■ Brief: Under this task are some entries; return every one of them exactly.

Data extracted from a collection

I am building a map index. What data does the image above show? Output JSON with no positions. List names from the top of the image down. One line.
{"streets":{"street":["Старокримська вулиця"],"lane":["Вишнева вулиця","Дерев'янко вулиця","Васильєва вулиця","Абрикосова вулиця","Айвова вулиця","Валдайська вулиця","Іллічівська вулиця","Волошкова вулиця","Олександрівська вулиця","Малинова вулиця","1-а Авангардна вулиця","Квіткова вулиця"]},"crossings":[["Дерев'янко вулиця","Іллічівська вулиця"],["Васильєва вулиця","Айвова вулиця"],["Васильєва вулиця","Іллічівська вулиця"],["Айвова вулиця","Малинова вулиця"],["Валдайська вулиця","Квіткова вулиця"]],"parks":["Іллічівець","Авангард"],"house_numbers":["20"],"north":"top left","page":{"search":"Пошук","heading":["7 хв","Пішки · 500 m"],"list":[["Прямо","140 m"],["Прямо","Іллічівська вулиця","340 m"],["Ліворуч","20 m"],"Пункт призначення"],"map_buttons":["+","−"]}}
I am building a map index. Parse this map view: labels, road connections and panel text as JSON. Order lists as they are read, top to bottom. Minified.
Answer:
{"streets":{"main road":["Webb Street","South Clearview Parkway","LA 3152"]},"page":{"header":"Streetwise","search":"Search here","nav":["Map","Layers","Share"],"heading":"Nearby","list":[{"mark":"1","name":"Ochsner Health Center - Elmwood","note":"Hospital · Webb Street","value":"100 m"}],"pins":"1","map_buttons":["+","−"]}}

■ Output:
I am building a map index. What data does the image above show? Output JSON with no positions. List names from the top of the image down. One line.
{"streets":{"street":["Старокримська вулиця"],"lane":["Вишнева вулиця","Дерев'янко вулиця","Васильєва вулиця","Абрикосова вулиця","Айвова вулиця","Валдайська вулиця","Іллічівська вулиця","Волошкова вулиця","Олександрівська вулиця","Малинова вулиця","1-а Авангардна вулиця","Квіткова вулиця"]},"crossings":[["Дерев'янко вулиця","Іллічівська вулиця"],["Васильєва вулиця","Айвова вулиця"],["Васильєва вулиця","Іллічівська вулиця"],["Айвова вулиця","Малинова вулиця"],["Валдайська вулиця","Квіткова вулиця"]],"parks":["Іллічівець","Авангард"],"house_numbers":["20"],"north":"top left","page":{"search":"Пошук","heading":["7 хв","Пішки · 500 m"],"list":[["Прямо","140 m"],["Прямо","Іллічівська вулиця","340 m"],["Ліворуч","20 m"],"Пункт призначення"],"map_buttons":["+","−"]}}
I am building a map index. Parse this map view: labels, road connections and panel text as JSON. Order lists as they are read, top to bottom. Minified.
Answer:
{"streets":{"main road":["Webb Street","South Clearview Parkway","LA 3152"]},"page":{"header":"Streetwise","search":"Search here","nav":["Map","Layers","Share"],"heading":"Nearby","list":[{"mark":"1","name":"Ochsner Health Center - Elmwood","note":"Hospital · Webb Street","value":"100 m"}],"pins":"1","map_buttons":["+","−"]}}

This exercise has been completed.